- [PROMPT]:
Although pictures appear in the entries below, leave them out and print exactly the lines from the first line through the line containing "position:absolute; left:16px; top:1894px;".

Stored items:
==*==
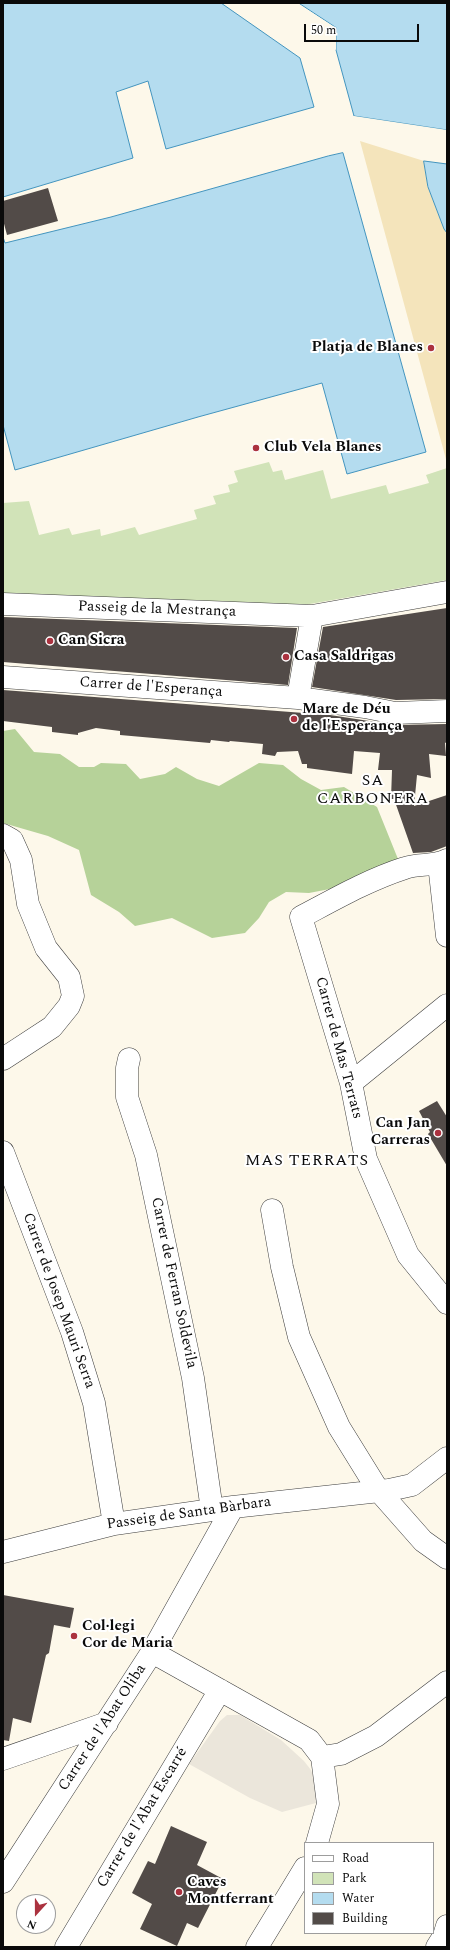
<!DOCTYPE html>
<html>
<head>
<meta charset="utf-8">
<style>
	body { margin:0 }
	#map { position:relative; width:450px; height:1950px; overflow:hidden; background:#fdf8ea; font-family:Spectral,serif }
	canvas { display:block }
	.frame { position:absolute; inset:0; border:4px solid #0a0a0a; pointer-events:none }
	.legend { position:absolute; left:304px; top:1842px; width:130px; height:92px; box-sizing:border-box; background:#fff; border:1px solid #9d9d9d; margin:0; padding:5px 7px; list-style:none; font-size:12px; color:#0a0a0a }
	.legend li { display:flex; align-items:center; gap:8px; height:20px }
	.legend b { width:20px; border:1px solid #9d9d9d }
	.north { position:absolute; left:16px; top:1894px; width:40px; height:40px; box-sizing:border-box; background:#fff; border:1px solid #9d9d9d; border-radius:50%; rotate:201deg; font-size:11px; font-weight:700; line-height:16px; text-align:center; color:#0a0a0a }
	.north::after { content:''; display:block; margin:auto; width:14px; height:18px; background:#ab323f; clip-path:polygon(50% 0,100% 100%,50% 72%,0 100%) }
	.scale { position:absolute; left:304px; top:24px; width:115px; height:18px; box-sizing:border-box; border:2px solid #0a0a0a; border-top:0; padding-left:5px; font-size:12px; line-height:14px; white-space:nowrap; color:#0a0a0a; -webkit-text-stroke:3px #fff; paint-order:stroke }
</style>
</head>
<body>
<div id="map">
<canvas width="450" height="1950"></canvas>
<div class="frame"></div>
<ul class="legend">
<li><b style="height:5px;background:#fff"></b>Road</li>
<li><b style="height:11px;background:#d1e3b8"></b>Park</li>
<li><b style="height:11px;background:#b4dcef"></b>Water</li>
<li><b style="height:11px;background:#524b48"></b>Building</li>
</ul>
<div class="north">N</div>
<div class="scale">50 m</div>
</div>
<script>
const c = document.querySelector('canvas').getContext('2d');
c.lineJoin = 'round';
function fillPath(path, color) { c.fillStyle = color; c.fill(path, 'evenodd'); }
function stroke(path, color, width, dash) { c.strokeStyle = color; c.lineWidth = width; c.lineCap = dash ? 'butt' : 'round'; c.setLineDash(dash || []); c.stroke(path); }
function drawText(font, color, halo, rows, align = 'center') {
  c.font = font + ' Spectral,serif'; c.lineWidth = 4; c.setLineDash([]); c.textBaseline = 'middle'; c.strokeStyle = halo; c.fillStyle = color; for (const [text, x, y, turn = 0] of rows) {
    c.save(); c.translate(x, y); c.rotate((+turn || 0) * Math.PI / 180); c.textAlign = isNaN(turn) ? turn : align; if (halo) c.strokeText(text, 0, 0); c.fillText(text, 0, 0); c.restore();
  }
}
fillPath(new Path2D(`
	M269,462L273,472L282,470L285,480L323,470L331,499L386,485L389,494L429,483L426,475L447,468V580L304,605L3,599V503L29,501L39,535L69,528L72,535L100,529L101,536L135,527L139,535L197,519L194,510L216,504L213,496L230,492L228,485L238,482L234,471Z`), '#d1e3b8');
fillPath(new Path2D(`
	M15,729L34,752L60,754L79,767H94L101,763L126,764L140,779L165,774L176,767L197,779L219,786L259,763L283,765L301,779L321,790L344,787L377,807L398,859L335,888L309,893L286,892L269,902L259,918L245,933L212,938L172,918L135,926L119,912L91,895L79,850L48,836L3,823V731Z`), '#b6d299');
fillPath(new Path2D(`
	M360,141L424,161L428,187L444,229L447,233V463Z`), '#f4e4bb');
fillPath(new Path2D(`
	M227,1715H240L281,1740L304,1761L311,1770L315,1782L316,1803L282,1812L250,1798L189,1764L220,1721Z`), '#ebe6db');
const water = new Path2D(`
	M3,3H221L300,58L314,107L166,149L148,81L116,92L133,158L3,197Z
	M299,3H447V130L354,116L336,50V28Z
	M343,153L426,452L347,474L322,383L198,417L15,470L3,425V237L5,243L111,217L328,156Z
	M424,161L447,164V233L444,229L428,187Z`);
fillPath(water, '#b4dcef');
stroke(water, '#4394be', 1);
fillPath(new Path2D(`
	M297,3L336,28V50L334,49V29Z
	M354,116L447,130V132L354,118Z`), '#fdf8ea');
fillPath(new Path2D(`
	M48,188L58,221L7,235L3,220V201Z
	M447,608V699L396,700L312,687L323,627Z
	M3,617L190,624L297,628L288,685L3,662Z
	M3,690L330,715L395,725L447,724V742L445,743L446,756L429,754L431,778L417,775L414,806L447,795V846L431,852L413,853L394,799H391L392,770H378L380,753L354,751L352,774L307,768V764H302L298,751L277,752L275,756L262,754L263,744L230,741L229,742L211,740L210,743L120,735V731L96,728L78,733V735L52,732V727L3,721Z
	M437,1101L447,1117V1166L428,1134L430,1132L419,1111Z
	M3,1595L74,1608L70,1628L54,1625L49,1653L46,1655L31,1723L13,1718L9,1741L3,1740Z
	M171,1826L207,1842L197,1865L223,1879L198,1928L187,1923L177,1946L140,1929L152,1904L132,1893L148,1861L155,1864Z`), '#524b48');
const minor = new Path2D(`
	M3,604L312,616L447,592
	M3,677L298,698L365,707L395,713L447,711
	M298,698L312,616
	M3,835L12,840L21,860L28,904L46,948L69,977L73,996L69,1006L52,1027L3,1059
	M447,860C434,867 419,863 405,868C368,880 335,899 301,917L351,1083L366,1159L408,1255L447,1303
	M439,864L447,936
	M129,1059L127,1068V1097L146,1155L193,1378L212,1510
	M351,1083L447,1005
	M3,1152L72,1332L94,1403L114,1524
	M272,1210L282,1267L299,1337L339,1427L378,1490L423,1541L447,1558
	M3,1552L114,1524L233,1507L389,1490L412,1485L447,1458
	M152,1652L309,1740L322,1757L328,1804L317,1843
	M322,1757L341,1754L376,1736L447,1682
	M3,1759L107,1723
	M3,1882L152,1652L233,1507
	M66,1947L220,1690
	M257,1947L305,1868
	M437,1947L444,1936L447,1926`);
stroke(minor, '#3d3d3d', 23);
stroke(minor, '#fff', 22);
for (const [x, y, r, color] of [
	[431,348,4,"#ab323f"],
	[256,448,4,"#ab323f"],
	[50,641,4,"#ab323f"],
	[286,657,4,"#ab323f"],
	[294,719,4,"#ab323f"],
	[438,1133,4,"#ab323f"],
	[74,1636,4,"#ab323f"],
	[179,1892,4,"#ab323f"]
]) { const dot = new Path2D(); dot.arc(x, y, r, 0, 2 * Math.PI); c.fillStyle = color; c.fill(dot); stroke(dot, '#fff', 1.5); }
drawText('bold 15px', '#0a0a0a', '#fff', [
	["Platja de Blanes",423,348,"right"],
	["Club Vela Blanes",264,448],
	["Can Sicra",58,641],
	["Casa Saldrigas",294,657],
	["Mare de Déu",302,710],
	["de l'Esperança",302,727],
	["Can Jan",430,1124,"right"],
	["Carreras",430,1141,"right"],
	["Col·legi",82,1627],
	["Cor de Maria",82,1644],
	["Caves",187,1883],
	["Montferrant",187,1900]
], 'left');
drawText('15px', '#0a0a0a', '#fff', [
	["Passeig de la Mestrança",157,610,2],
	["Carrer de l'Esperança",151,688,4],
	["Carrer de Mas Terrats",338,1048,75],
	["Carrer de Ferran Soldevila",173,1283,78],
	["Carrer de Josep Mauri Serra",58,1301,70],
	["Passeig de Santa Bàrbara",189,1514,-8],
	["Carrer de l'Abat Oliba",103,1728,-57],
	["Carrer de l'Abat Escarré",143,1818,-59]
]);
c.letterSpacing = '1px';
drawText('16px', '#0a0a0a', '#fff', [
	["SA",373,782],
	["CARBONERA",373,800],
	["MAS TERRATS",307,1162]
]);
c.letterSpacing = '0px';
</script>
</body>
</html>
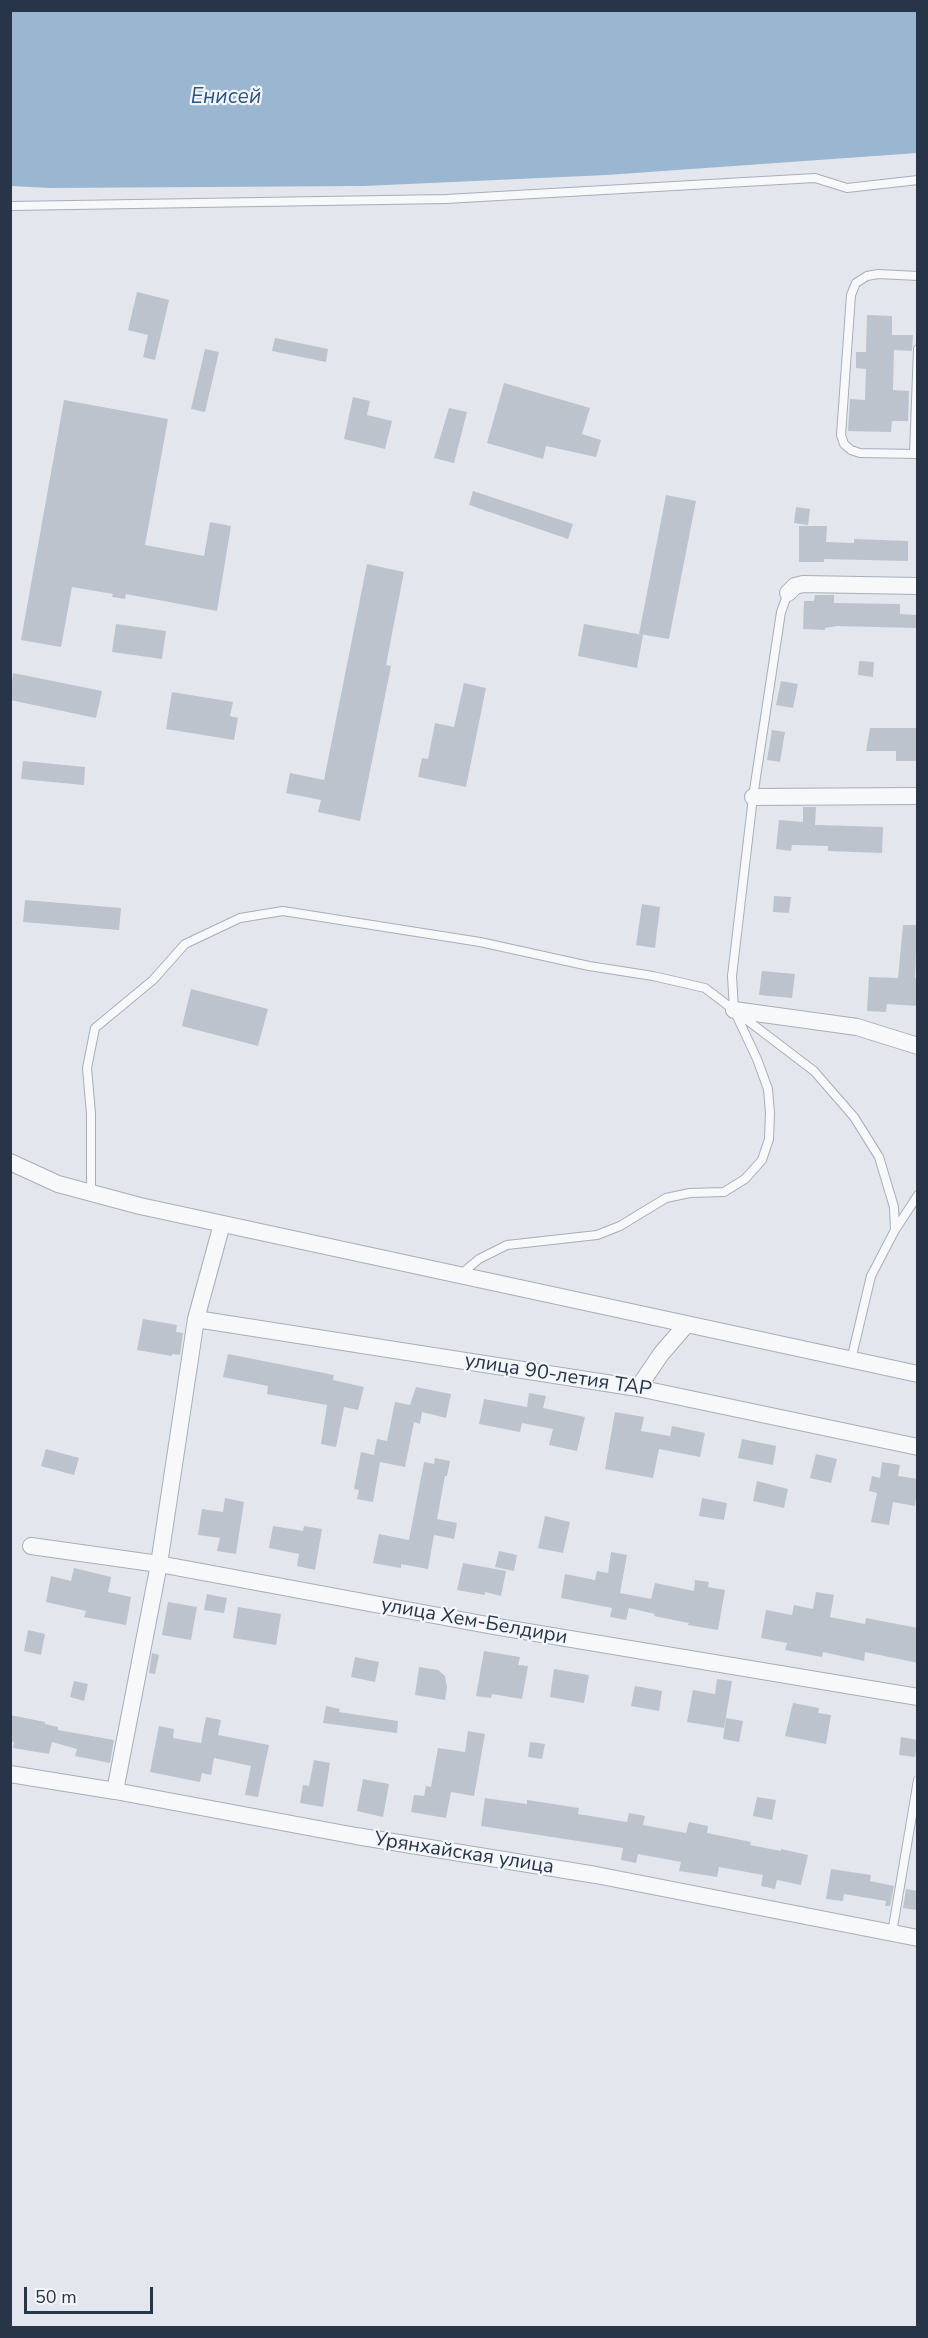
<!DOCTYPE html>
<html>
<head>
<meta charset="utf-8">
<style>
	body { margin:0 }
	#map { position:relative; width:928px; height:2338px; overflow:hidden; background:#e3e7ed; font-family:"Nunito Sans",sans-serif }
	canvas { display:block }
	.frame { position:absolute; inset:0; border:12px solid #283447; pointer-events:none }
	.scale { position:absolute; left:24px; top:2287px; width:129px; height:27px; box-sizing:border-box; border:3px solid #283447; border-top:0; padding-left:8px; font-size:18px; line-height:21px; white-space:nowrap; color:#283447; -webkit-text-stroke:4px #f3f6f9; paint-order:stroke }
</style>
</head>
<body>
<div id="map">
<canvas width="928" height="2338"></canvas>
<div class="frame"></div>
<div class="scale">50 m</div>
</div>
<script>
const context = document.querySelector('canvas').getContext('2d');
context.lineJoin = 'round';
function fillPath(path, color) { context.fillStyle = color; context.fill(path, 'evenodd'); }
const shape = rows => new Path2D(rows.map(r => 'M' + r).join(''));
function stroke(path, color, width, dash) { context.strokeStyle = color; context.lineWidth = width; context.lineCap = dash ? 'butt' : 'round'; context.setLineDash(dash || []); context.stroke(path); }
function write(font, color, halo, rows, align = 'center') {
  context.font = font + ' "Nunito Sans",sans-serif'; context.lineWidth = 4.5; context.setLineDash([]); context.textBaseline = 'middle'; context.strokeStyle = halo; context.fillStyle = color; for (const [text, x, y, turn = 0] of rows) {
    context.save(); context.translate(x, y); context.rotate((+turn || 0) * Math.PI / 180); context.textAlign = isNaN(turn) ? turn : align; if (halo) context.strokeText(text, 0, 0); context.fillText(text, 0, 0); context.restore();
  }
}
fillPath(shape([
	[11,10,917,11,917,153,607,175,364,186,50,188,11,186]
]), '#9ab6d0');
fillPath(shape([
	[137,292,169,300,155,360,143,357,148,335,128,330],
	[867,315,892,316,892,335,913,335,912,351,894,350,893,390,909,391,908,421,892,421,891,432,848,431,850,399,865,400,866,369,856,368,856,352,866,352],
	[275,338,328,349,326,362,272,351],
	[205,349,219,352,205,412,191,409],
	[504,383,590,408,582,434,601,440,596,457,546,446,543,459,487,443],
	[353,397,370,401,367,415,392,421,385,449,344,439],
	[64,400,168,419,145,545,204,556,210,522,231,526,217,611,126,594,125,599,112,597,113,594,72,587,61,647,21,640],
	[449,408,467,412,454,463,434,458],
	[473,491,573,524,568,539,469,505],
	[666,495,696,501,669,639,639,634],
	[796,507,810,509,808,525,794,523],
	[799,526,827,526,826,542,854,543,854,539,908,541,908,561,824,559,824,562,799,562],
	[367,564,404,572,386,665,391,666,360,821,318,812,321,800,286,793,290,773,324,780],
	[815,595,834,595,834,603,900,604,900,614,916,615,916,628,837,626,825,628,825,630,803,629,804,601,814,601],
	[116,624,166,631,162,659,112,652],
	[584,624,643,635,637,668,578,656],
	[859,661,874,662,873,677,858,675],
	[13,673,102,691,96,718,10,700],
	[781,681,798,684,793,708,776,705],
	[464,683,486,688,466,787,418,777,422,758,428,759,435,723,454,727],
	[172,692,233,702,230,716,238,718,234,740,166,729],
	[870,728,917,728,917,761,896,761,896,751,866,751],
	[772,730,785,732,780,762,767,760],
	[23,761,85,767,84,785,21,779],
	[803,807,816,807,815,825,883,827,882,853,828,851,828,846,792,845,791,851,776,849,779,820,803,822],
	[774,896,791,897,789,913,773,912],
	[25,900,121,908,119,930,23,922],
	[642,904,660,907,655,948,636,945],
	[903,925,917,925,915,978,918,978,918,1006,887,1004,886,1012,867,1011,869,977,898,978],
	[762,971,795,974,792,998,759,995],
	[191,989,268,1009,258,1046,182,1026],
	[143,1319,177,1325,176,1332,183,1333,180,1355,172,1354,172,1356,137,1350],
	[228,1354,334,1375,333,1380,364,1387,358,1410,344,1407,336,1447,321,1444,327,1405,267,1394,268,1386,223,1377],
	[416,1387,451,1394,446,1418,422,1412,420,1424,414,1422,405,1467,380,1462,373,1502,357,1499,359,1490,354,1489,361,1452,374,1455,377,1439,387,1441,395,1402,410,1405],
	[529,1393,546,1396,543,1408,585,1417,577,1451,549,1445,553,1429,522,1423,520,1432,479,1424,484,1399,527,1407],
	[615,1412,644,1417,641,1431,670,1436,672,1426,705,1433,700,1457,659,1449,653,1478,605,1469],
	[742,1439,776,1446,773,1465,738,1458],
	[46,1449,79,1458,74,1475,41,1466],
	[816,1454,837,1459,831,1483,810,1478],
	[435,1458,450,1461,447,1476,445,1476,437,1519,457,1523,454,1539,434,1535,428,1569,401,1564,401,1568,373,1563,379,1534,409,1540,424,1462,434,1464],
	[882,1462,900,1465,898,1476,918,1479,915,1506,893,1502,889,1525,871,1522,877,1493,869,1491,872,1476,880,1478],
	[757,1481,788,1489,784,1508,753,1501],
	[225,1498,244,1502,236,1554,217,1551,220,1538,198,1535,202,1509,223,1512],
	[702,1498,727,1503,724,1520,699,1516],
	[545,1516,570,1522,563,1553,538,1548],
	[273,1526,303,1531,304,1526,322,1529,315,1570,297,1566,299,1554,269,1548],
	[499,1551,517,1555,514,1571,495,1567],
	[611,1552,627,1555,620,1593,651,1599,655,1583,694,1591,695,1580,709,1582,708,1587,725,1590,718,1630,688,1625,689,1623,654,1616,655,1614,629,1608,626,1620,610,1617,612,1608,561,1598,565,1574,595,1580,597,1571,608,1573],
	[463,1563,506,1571,501,1596,485,1592,485,1595,457,1590],
	[74,1568,111,1577,108,1592,131,1597,126,1625,84,1617,86,1611,46,1602,51,1576,71,1581],
	[816,1592,834,1595,830,1617,865,1624,866,1618,918,1628,918,1663,865,1652,864,1661,823,1652,822,1657,785,1650,787,1643,761,1638,766,1610,792,1615,794,1605,813,1609],
	[207,1594,227,1598,224,1613,204,1610],
	[168,1602,197,1607,191,1640,162,1635],
	[238,1607,281,1614,276,1645,233,1638],
	[28,1630,45,1634,41,1655,24,1651],
	[484,1651,520,1657,518,1665,528,1666,522,1699,492,1694,491,1698,476,1696],
	[152,1653,159,1655,155,1674,149,1673],
	[355,1657,379,1662,375,1682,351,1677],
	[419,1667,438,1670,445,1676,447,1687,445,1700,415,1695],
	[554,1669,589,1675,584,1703,550,1697],
	[717,1679,732,1681,724,1728,687,1722,693,1690,715,1694],
	[74,1681,88,1684,84,1701,70,1697],
	[635,1686,662,1691,659,1711,631,1706],
	[793,1703,819,1708,818,1713,831,1715,826,1744,785,1736],
	[326,1706,340,1709,339,1712,398,1721,397,1733,323,1723],
	[10,1715,45,1722,45,1724,58,1727,58,1730,114,1740,110,1763,75,1756,77,1749,52,1742,49,1754,13,1748,14,1742,10,1741],
	[206,1717,221,1720,218,1735,269,1745,258,1797,245,1795,251,1766,214,1758,211,1775,202,1773,200,1782,150,1772,159,1726,174,1729,173,1738,201,1743],
	[726,1718,743,1721,739,1742,723,1739],
	[468,1731,485,1734,474,1796,451,1792,446,1818,411,1812,414,1795,424,1796,426,1786,431,1787,438,1748,465,1752],
	[901,1737,918,1740,915,1757,899,1755],
	[530,1742,545,1744,542,1759,528,1757],
	[314,1760,330,1763,323,1807,300,1803,303,1785,309,1786],
	[363,1779,389,1784,383,1817,357,1811],
	[757,1797,776,1800,772,1820,753,1816],
	[485,1798,527,1804,527,1800,579,1808,578,1814,627,1822,629,1813,645,1816,643,1825,686,1833,689,1822,708,1826,707,1833,751,1842,750,1845,781,1851,781,1849,808,1855,801,1885,777,1880,775,1889,761,1886,763,1875,719,1867,717,1877,679,1871,681,1862,638,1854,636,1863,621,1860,623,1848,481,1826],
	[831,1869,871,1875,870,1881,894,1886,890,1906,885,1906,886,1901,844,1894,843,1901,826,1899],
	[906,1889,918,1891,916,1910,903,1908]
]), '#bcc3cd');
const lane = shape([
	[10,206,446,199,815,178,847,188,918,180],
	[918,276,878,274,867,276,856,283,851,295,841,435,844,444,851,450,860,453,918,454],
	[914,454,918,349],
	[91,1194,91,1114,87,1068,95,1028,153,980,185,944,240,918,283,911,480,942,589,966,653,976,705,988,814,1071,854,1117,879,1157,894,1207,895,1230],
	[460,1275,479,1259,507,1245,597,1235,620,1226,666,1198,690,1193,724,1192,745,1179,762,1160,769,1139,770,1113,768,1089,757,1059,734,1010,732,976,753,797,781,612,788,593],
	[851,1360,871,1276,895,1230,918,1195],
	[892,1933,918,1780]
]);
const street = shape([
	[788,593,795,586,803,584,918,586],
	[753,797,918,796],
	[734,1010,857,1027,918,1046],
	[10,1162,58,1184,140,1206,918,1374],
	[196,1319,638,1388,918,1447],
	[638,1388,661,1354,686,1325],
	[31,1546,159,1564,493,1626,918,1697],
	[10,1774,115,1791,356,1836,596,1875,918,1938],
	[115,1791,159,1564,196,1319,222,1224]
]);
stroke(lane, '#a7aeb8', 10);
stroke(street, '#a7aeb8', 18);
stroke(lane, '#f6f8fa', 8);
stroke(street, '#f6f8fa', 16);
write('20px', '#283447', '#f3f6f9', [
	["улица 90-летия ТАР",558,1376,9],
	["улица Хем-Белдири",474,1622,10],
	["Урянхайская улица",464,1854,9]
]);
write('italic 21px', '#2d5480', '#f3f6f9', [
	["Енисей",226,98]
]);
</script>
</body>
</html>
==*==
- [FINAL ANSWER]:
<!DOCTYPE html>
<html>
<head>
<meta charset="utf-8">
<style>
	body { margin:0 }
	#map { position:relative; width:450px; height:1950px; overflow:hidden; background:#fdf8ea; font-family:Spectral,serif }
	canvas { display:block }
	.frame { position:absolute; inset:0; border:4px solid #0a0a0a; pointer-events:none }
	.legend { position:absolute; left:304px; top:1842px; width:130px; height:92px; box-sizing:border-box; background:#fff; border:1px solid #9d9d9d; margin:0; padding:5px 7px; list-style:none; font-size:12px; color:#0a0a0a }
	.legend li { display:flex; align-items:center; gap:8px; height:20px }
	.legend b { width:20px; border:1px solid #9d9d9d }
	.north { position:absolute; left:16px; top:1894px; width:40px; height:40px; box-sizing:border-box; background:#fff; border:1px solid #9d9d9d; border-radius:50%; rotate:201deg; font-size:11px; font-weight:700; line-height:16px; text-align:center; color:#0a0a0a }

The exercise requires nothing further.